Queste Chiese grotte vengono
generalmente indicate come “Lauree basiliane” da lungo tempo usate per riferirsi
generalmente al monachesimo orientale, resta da esaminare se qui si tratta di
Lauree o di semplici oratori rupestri eremitici o no.
La Laura, si sa, è
una forma tipica di insediamento monastico orientale molto vicina al tipo
cenobitico occidentale, dal quale si differenzia per un più accentuato impegno
di vita contemplativa che comunque non vieta a questi monaci di inserirsi
attivamente nel vivo ambiente laico del villaggio già esistente o non ancora
nelle immediate vicinanze.
Che quindi le Chiese
grotte di Andria siano state inserite nel vasto complesso della Laura e non
siano state soltanto oratori eremitici, lo si può agevolmente dedurre dalla
presenza di moltissime celle grotte circostanti.
Il Molajoli osserva a proposito
di S. Croce: “…dovette in antico essere il centro di una serie di grotte e celle
monacali, come può desumersi anche dall’attuale conformazione del terreno
circostante e dalle sparse tracce di escavazioni non recenti”.
[24];
la stessa osservazione va fatta per le altre Chiese grotte e specialmente per S.
Maria dei Miracoli e S. Maria dell’Alto Mare.
La breve distanza
che separa i vari oratori oltre a fugare del tutto il sospetto che si tratti di
cappelle eremitiche, suggerisce l’ipotesi che i vari oratori siano stati
inseriti in un unico e vasto complesso, una grande Laura con una Chiesa madre ed
altre secondarie da essa dipendenti.
Come nel caso della
Cripta della Cattedrale, così anche in questo caso è molto difficile una precisa
collocazione cronologica. Gli studiosi che finora si sono interessati delle
grotte bizantine di Andria hanno proposto, partendo da considerazioni generali
sulla storia di questi insediamenti monastici, il Sec. X e XI ; ma nulla vi è
nelle nostre grotte che lo indichi chiaramente. Le pitture sono, nella
maggioranza dei casi, del 400 e 500, e si tratta quasi sempre di rifacimenti e
sovrapposizioni, mentre la struttura architettonica della Chiesa può
indifferentemente essere assegnata al VII come all’XI sec. e cioè può inserirsi
in un momento qualsiasi del lungo periodo di presenza dei Bizantini in Italia
Meridionale
[25].
Per una più completa
e chiara visione dei problemi che i monumenti di Andria pongono alla storia
delle sue origini, conviene prendere in considerazione alcune notizie che ci
pervengono da varie fonti.
La pur breve e vaga descrizione
fatta dal D’Urso
[26]
a proposito di una chiesetta, oggi non più esistente, induce a pensare ad una
Cripta bizantina rimasta dimenticata, come successo per qualche altra. Questa la
descrizione: “nello scavo, che anni sono venne praticata nell’

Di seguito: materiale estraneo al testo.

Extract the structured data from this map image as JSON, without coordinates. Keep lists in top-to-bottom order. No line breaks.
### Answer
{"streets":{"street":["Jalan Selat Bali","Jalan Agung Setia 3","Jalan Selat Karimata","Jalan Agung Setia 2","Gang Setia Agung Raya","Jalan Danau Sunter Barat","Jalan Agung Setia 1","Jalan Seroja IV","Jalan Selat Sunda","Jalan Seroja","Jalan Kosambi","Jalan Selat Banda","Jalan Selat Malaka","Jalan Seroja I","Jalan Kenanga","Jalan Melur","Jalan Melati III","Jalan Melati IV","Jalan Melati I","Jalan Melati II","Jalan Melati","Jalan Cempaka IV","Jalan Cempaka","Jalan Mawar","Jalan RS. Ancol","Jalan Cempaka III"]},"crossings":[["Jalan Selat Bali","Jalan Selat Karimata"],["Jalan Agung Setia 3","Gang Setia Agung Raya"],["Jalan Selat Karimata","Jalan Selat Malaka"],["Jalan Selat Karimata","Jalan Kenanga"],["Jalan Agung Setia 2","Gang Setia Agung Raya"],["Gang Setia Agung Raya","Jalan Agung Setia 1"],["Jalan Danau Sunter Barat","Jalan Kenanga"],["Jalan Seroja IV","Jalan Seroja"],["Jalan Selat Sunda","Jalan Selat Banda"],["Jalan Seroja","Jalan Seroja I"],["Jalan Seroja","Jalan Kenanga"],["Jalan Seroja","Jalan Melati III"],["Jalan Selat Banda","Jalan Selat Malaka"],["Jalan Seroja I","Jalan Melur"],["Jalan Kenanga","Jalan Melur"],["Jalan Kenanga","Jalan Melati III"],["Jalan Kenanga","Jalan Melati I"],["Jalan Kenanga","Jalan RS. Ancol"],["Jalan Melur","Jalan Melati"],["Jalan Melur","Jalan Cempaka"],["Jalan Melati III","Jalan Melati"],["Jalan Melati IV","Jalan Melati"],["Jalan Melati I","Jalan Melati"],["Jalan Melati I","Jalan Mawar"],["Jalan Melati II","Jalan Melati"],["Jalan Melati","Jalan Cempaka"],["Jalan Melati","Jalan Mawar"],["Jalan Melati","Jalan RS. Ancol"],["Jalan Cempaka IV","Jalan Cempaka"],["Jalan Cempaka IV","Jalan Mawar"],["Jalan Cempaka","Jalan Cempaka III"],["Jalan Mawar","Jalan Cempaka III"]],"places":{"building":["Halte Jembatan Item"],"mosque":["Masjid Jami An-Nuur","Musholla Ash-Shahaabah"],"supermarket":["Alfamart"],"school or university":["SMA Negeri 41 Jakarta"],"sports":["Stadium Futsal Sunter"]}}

antica e colladente casa de’ signori Colavecchio, dirimpetto la Chiesa di S. Domenico, si
rinvenne un sotterraneo, dove patentemente si manifestavano i Cristiani esercizii
della nascente Chiesa; cioè un altarino con una croce nel tufo”.
Secondo il Morgigni
[27],
sembra che debba interessare l’archeologia cristiana uno strano monumento che si
trova tuttora in via Tutino. Si tratta anche qui di un vano di forma
rettangolare ricavato nel masso tufaceo che però, per le recenti trasformazioni
non presenta più alcuna traccia di abside né di nicchia. Resta solo, a metà
della lunghezza dell’unica “navata”, un monolitico architrave con bassorilievi
cinquecenteschi che sembra essere stato posto a consacrare un più antico luogo
di culto.
Nella descrizione che il D’Urso
[28]
riporta del rudere di un’altra chiesa, posta fuori del centro abitato, in
località S. Pietro, si possono cogliere collegamenti con la Cripta della
Cattedrale e altri ruderi che presentano identica struttura. Questa Chiesa si
trovava dove ora poggia la casina del sig. Pastina nella località anzidetta a 3
KM dall’abitato. Il D’Urso poté osservare la superficie del suolo “tutta
ingombra di smussati rottami”, era rimasta solo la fonte absidale, “in forma di
nicchia all’uso antico.”
[29]
Scavi occasionali effettuati nella stessa zona portarono alla scoperta di
numerosi sepolcri “e principalmente uno molto ampio contenente uno scheletro di
smisurata mole; giacendogli accanto alcune militari divise”. Manca nella
descrizione ogni elemento utile per la datazione di queste tombe.
L’abside circolare
già indicato dal D’Urso può essere considerato tipico della struttura
architettonica delle più antiche Chiese di Andria. Così è infatti nella Cripta
della Cattedrale e nel rudere di una altra Chiesa esistente in località Quadrone
[30],
proprietà Porro Pastore. Quest’ultimo, che presenta tracce di più recenti
manomissioni, oltre al caratteristico abside centrale, ha ai lati due nicchie pseudo-absidi. Si riferisce forse a questa Chiesa una notizia del 1144 riportata
nel Chronicon del Monastero di S. Stefano
[31].
Secondo questa fonte la Chiesa, dedicata a. S. Nicandro e S. Marziano, fu,
nell’anno suindicato donata da un Vescovo Leo di Andria al detto Monastero.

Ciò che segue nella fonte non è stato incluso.